A Stanford Medicine-led, international study of hundreds of samples from patients with classic Hodgkin lymphoma (cHL) has shown that levels of tumor DNA circulating in the blood can identify those individuals who are responding well to treatment and those who are likely to experience a disease recurrence. The study results suggest that profiling using circulating tumor DNA (ctDNA) could potentially let some patients who are predicted to have favorable outcomes forgo lengthy treatment.

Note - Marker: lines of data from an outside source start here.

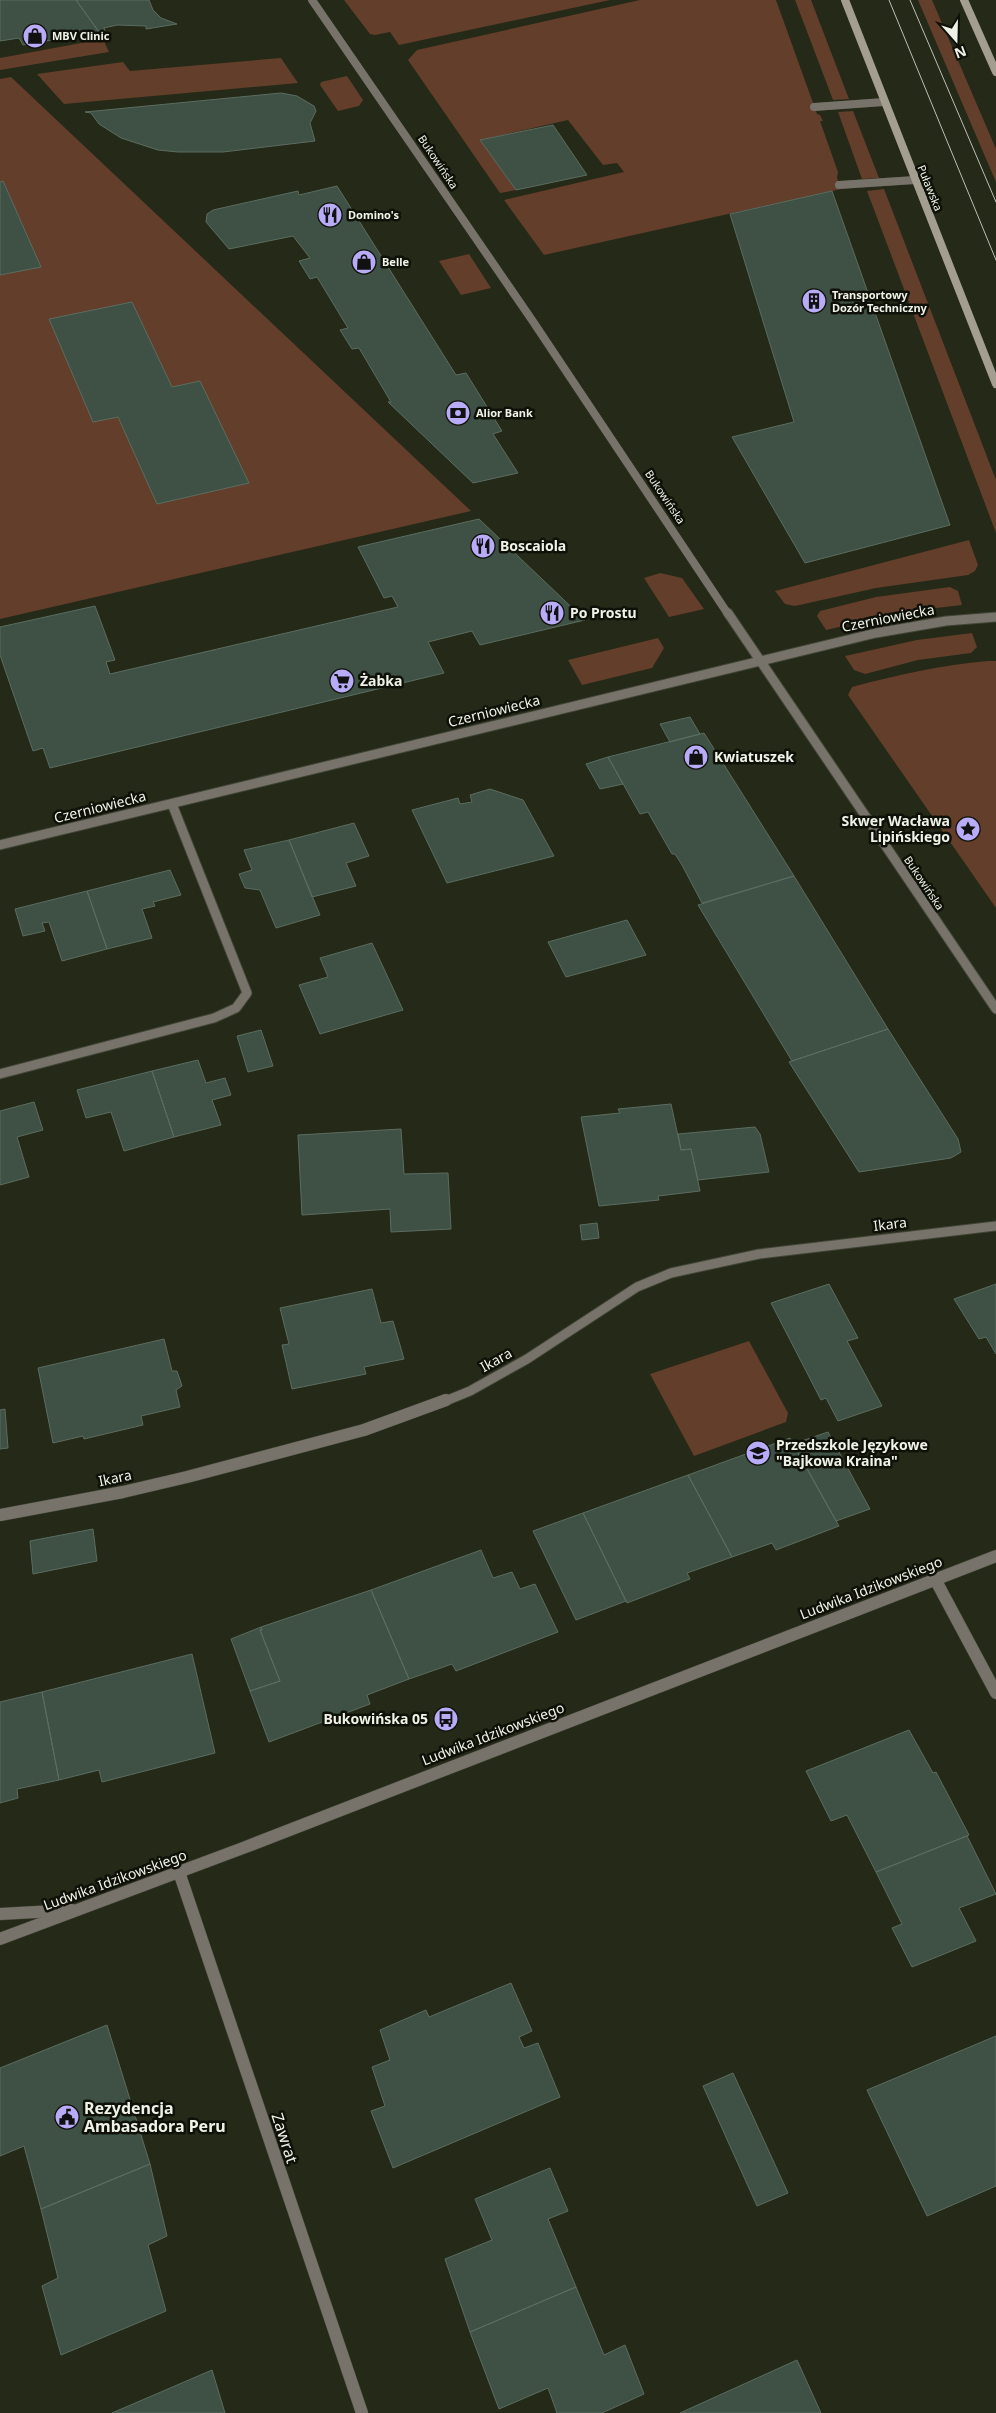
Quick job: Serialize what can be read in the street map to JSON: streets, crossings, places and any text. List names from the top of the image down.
{
  "streets": {
    "main road": ["Puławska"],
    "street": [
      "Bukowińska",
      "Czerniowiecka",
      "Ikara",
      "Ludwika Idzikowskiego",
      "Zawrat"
    ]
  },
  "crossings": [
    ["Bukowińska", "Czerniowiecka"],
    ["Ludwika Idzikowskiego", "Zawrat"]
  ],
  "places": {
    "shop": ["MBV Clinic", "Belle", "Kwiatuszek"],
    "restaurant": ["Domino's", "Boscaiola", "Po Prostu"],
    "building": ["Transportowy Dozór Techniczny"],
    "bank": ["Alior Bank"],
    "supermarket": ["Żabka"],
    "place": ["Skwer Wacława Lipińskiego"],
    "school or university": ["Przedszkole Językowe \"Bajkowa Kraina\""],
    "bus stop": ["Bukowińska 05"],
    "public building": ["Rezydencja Ambasadora Peru"]
  },
  "north": "bottom"
}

The study also, surprisingly, revealed that Hodgkin lymphoma—a cancer of the lymph nodes—can be divided into two groups, each with distinct genetic changes and slightly different prognoses. These changes hint at weaknesses in the cancer’s growth mechanisms that could be targeted by new, less toxic therapies.

The international research team, headed by Stanford university professor of medicine Ash Alizadeh, MD, PhD, reported on its findings in Nature, in a paper titled “Distinct Hodgkin lymphoma subtypes defined by noninvasive genomic profiling,” in which the authors concluded, “Collectively, these results support the utility of noninvasive strategies for genotyping and dynamic monitoring of cHL as well as capturing molecularly distinct subtypes with diagnostic, prognostic, and therapeutic potential.”

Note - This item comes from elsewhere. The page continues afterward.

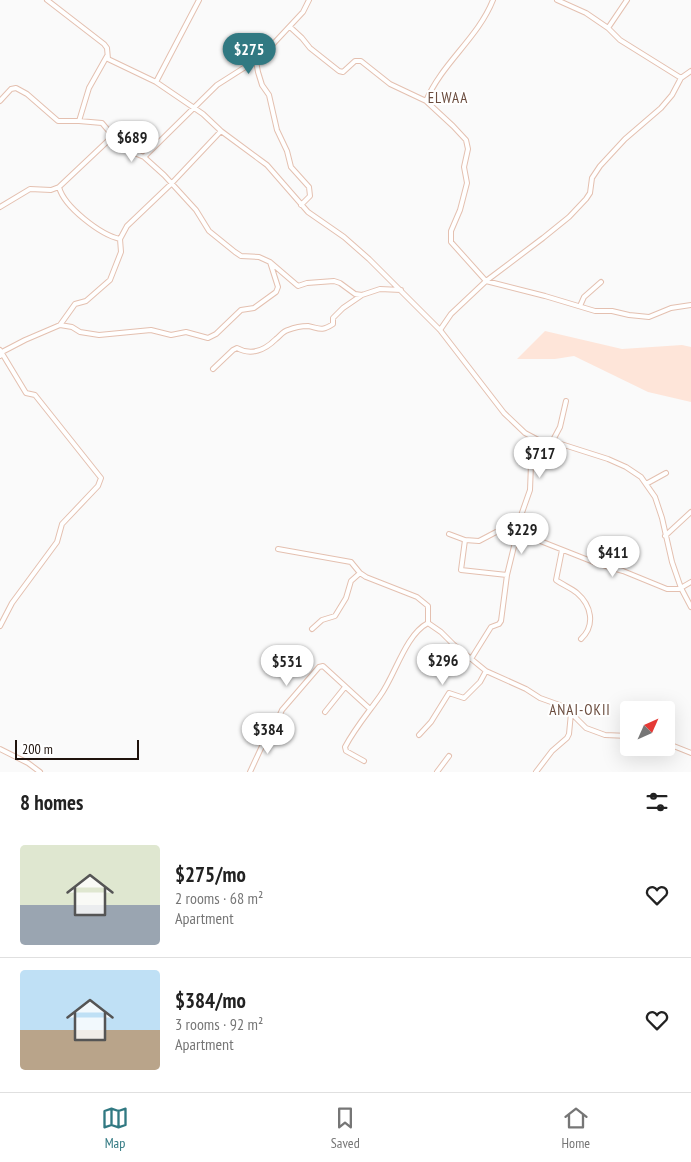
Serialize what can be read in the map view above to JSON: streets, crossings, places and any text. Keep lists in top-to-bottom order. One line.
{"districts":["ELWAA","ANAI-OKII"],"scale_bar":"200 m","north":"top right","page":{"price":["$275","$689","$717","$229","$411","$296","$531","$384"],"scale":"200 m","heading":"8 homes","list":[{"name":"$275/mo","note":"2 rooms · 68 m² · Apartment"},{"name":"$384/mo","note":"3 rooms · 92 m² · Apartment"}],"tabs":["Map","Saved","Home"]}}
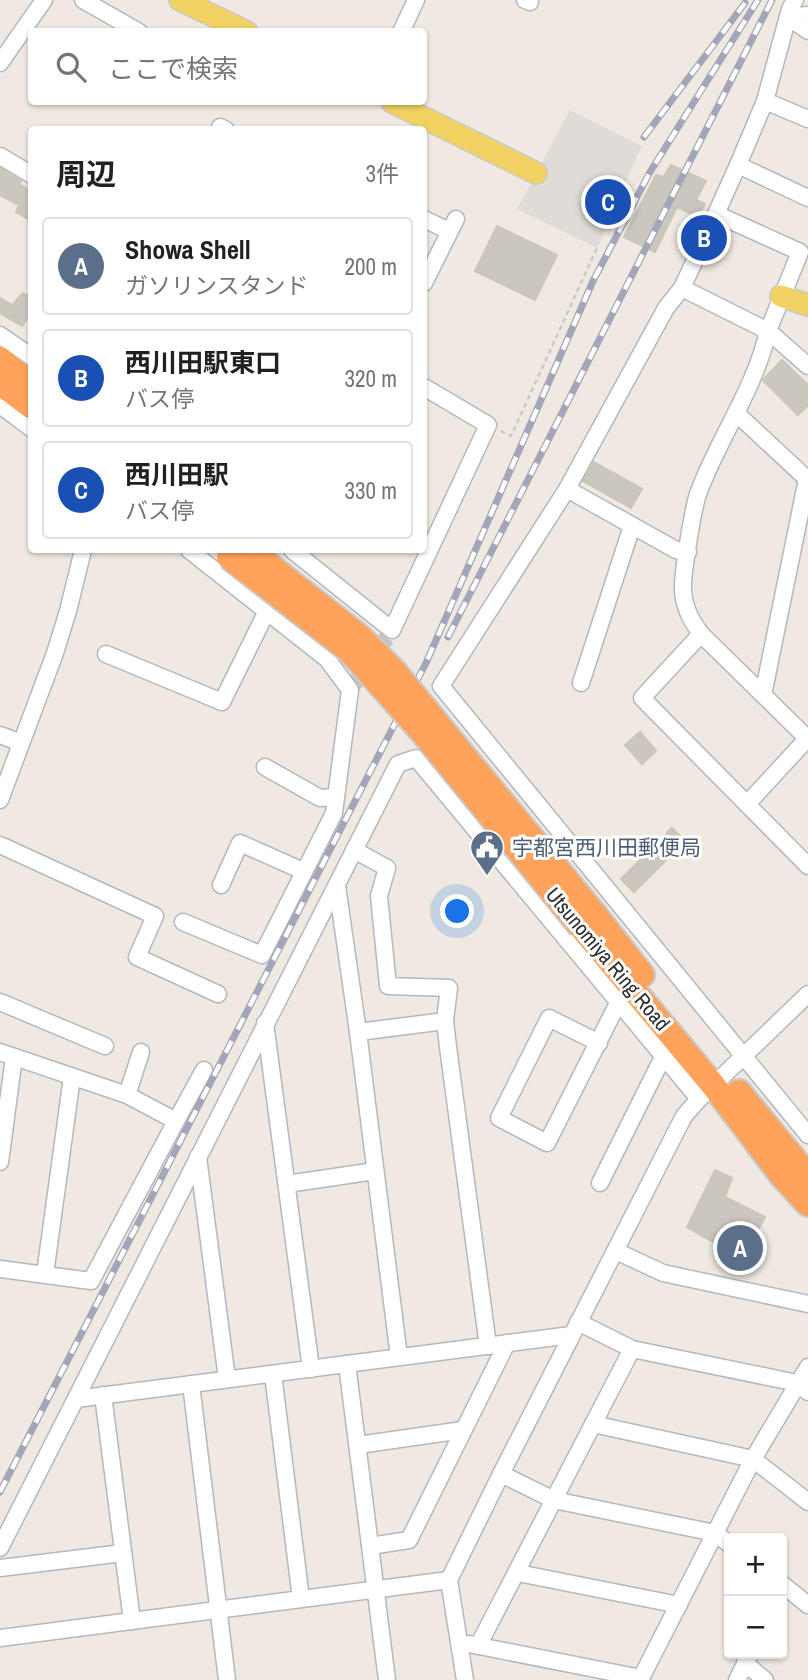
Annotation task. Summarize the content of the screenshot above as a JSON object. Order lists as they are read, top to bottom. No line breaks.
{"streets":{"highway":["Utsunomiya Ring Road"]},"places":{"public building":["宇都宮西川田郵便局"]},"page":{"search":"ここで検索","heading":["周辺","3件"],"pins":["C","B","A"],"list":[{"mark":"A","name":"Showa Shell","note":"ガソリンスタンド","value":"200 m"},{"mark":"B","name":"西川田駅東口","note":"バス停","value":"320 m"},{"mark":"C","name":"西川田駅","note":"バス停","value":"330 m"}],"map_buttons":["+","−"]}}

The idea of establishing molecular profiles of tumors is not new, and the evolution of high-throughput technologies has transformed scientists’ understanding of many cancers the authors stated. And while this is true for non-Hodgkin lymphomas (NHLs), the genomic landscape of classic Hodgkin lymphoma less well understood.

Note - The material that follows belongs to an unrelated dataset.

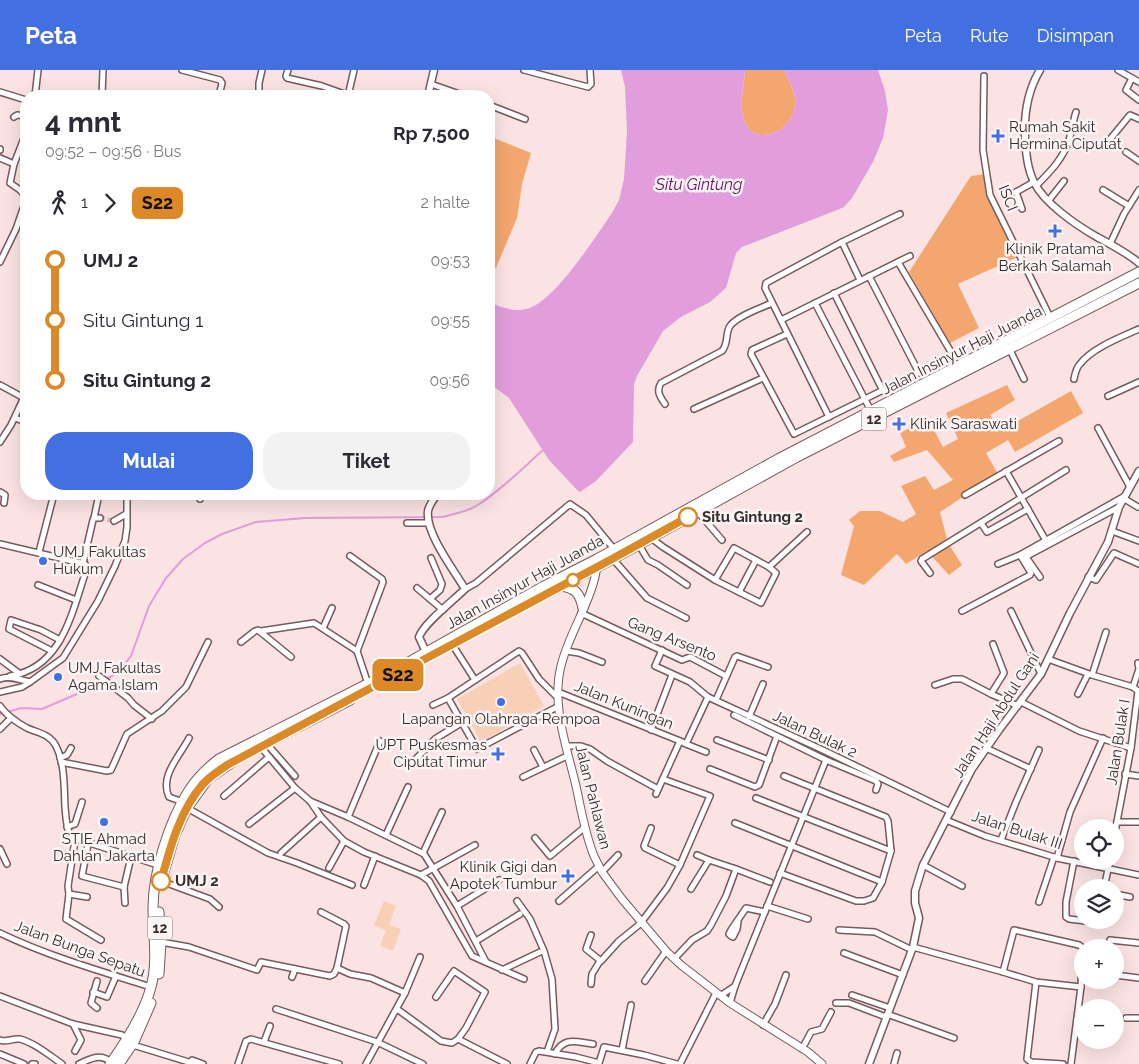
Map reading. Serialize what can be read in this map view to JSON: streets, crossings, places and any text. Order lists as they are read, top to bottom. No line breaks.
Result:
{"streets":{"highway":["Jalan Insinyur Haji Juanda","12"],"main road":["Jalan Pahlawan"],"street":["ISCI","Gang Arsento","Jalan Kuningan","Jalan Haji Abdul Gani","Jalan Bulak 2","Jalan Bulak I","Jalan Bulak III","Jalan Bunga Sepatu"]},"crossings":[["ISCI","Jalan Insinyur Haji Juanda"],["Jalan Insinyur Haji Juanda","Jalan Pahlawan"],["Jalan Insinyur Haji Juanda","Jalan Bunga Sepatu"],["Gang Arsento","Jalan Bulak 2"],["Gang Arsento","Jalan Pahlawan"],["Jalan Kuningan","Jalan Pahlawan"],["Jalan Haji Abdul Gani","Jalan Bulak 2"],["Jalan Haji Abdul Gani","Jalan Bulak I"],["Jalan Haji Abdul Gani","Jalan Bulak III"]],"water":["Situ Gintung"],"places":{"health":["Rumah Sakit Hermina Ciputat","Klinik Pratama Berkah Salamah","Klinik Saraswati","UPT Puskesmas Ciputat Timur","Klinik Gigi dan Apotek Tumbur"],"other":["Situ Gintung 2","UMJ Fakultas Hukum","UMJ Fakultas Agama Islam","Lapangan Olahraga Rempoa","STIE Ahmad Dahlan Jakarta","UMJ 2"]},"lines":["bus line S22"],"page":{"header":"Peta","nav":["Peta","Rute","Disimpan"],"on_map":"S22","heading":["4 mnt","09:52 – 09:56 · Bus","Rp 7,500"],"legs":["1","S22","2 halte"],"list":[{"name":"UMJ 2","value":"09:53"},{"name":"Situ Gintung 1","value":"09:55"},{"name":"Situ Gintung 2","value":"09:56"}],"buttons":["Mulai","Tiket"],"map_buttons":["+","−"]}}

About 8,500 people are diagnosed with Hodgkin lymphoma each year in the U.S. The disease primarily affects people between the ages of 15 and 35 years, and those older than 55 years of age. Hodgkin lymphoma patients are treated using chemotherapy, radiation or a combination of both, and about 89% of patients survive five years or more after their initial diagnosis.

Compared with other cancers, Hodgkin lymphoma has resisted analysis by molecular profiling because Hodgkin lymphoma cells are relatively scarce, even within a large tumor. Unlike many other cancers, Hodgkin lymphoma tumors are made up primarily of immune cells that have infiltrated the cancer, making it difficult to isolate the diseased cells for study. “Published cohorts in cHL are relatively small,  and the profiling methods employed have been limited in both genomic breadth and depth,” the investigators noted. “A major reason for these limitations is the relative paucity of malignant cells within cHL tumors, which typically account for ~1% of the bulk tumor tissue cellularity.”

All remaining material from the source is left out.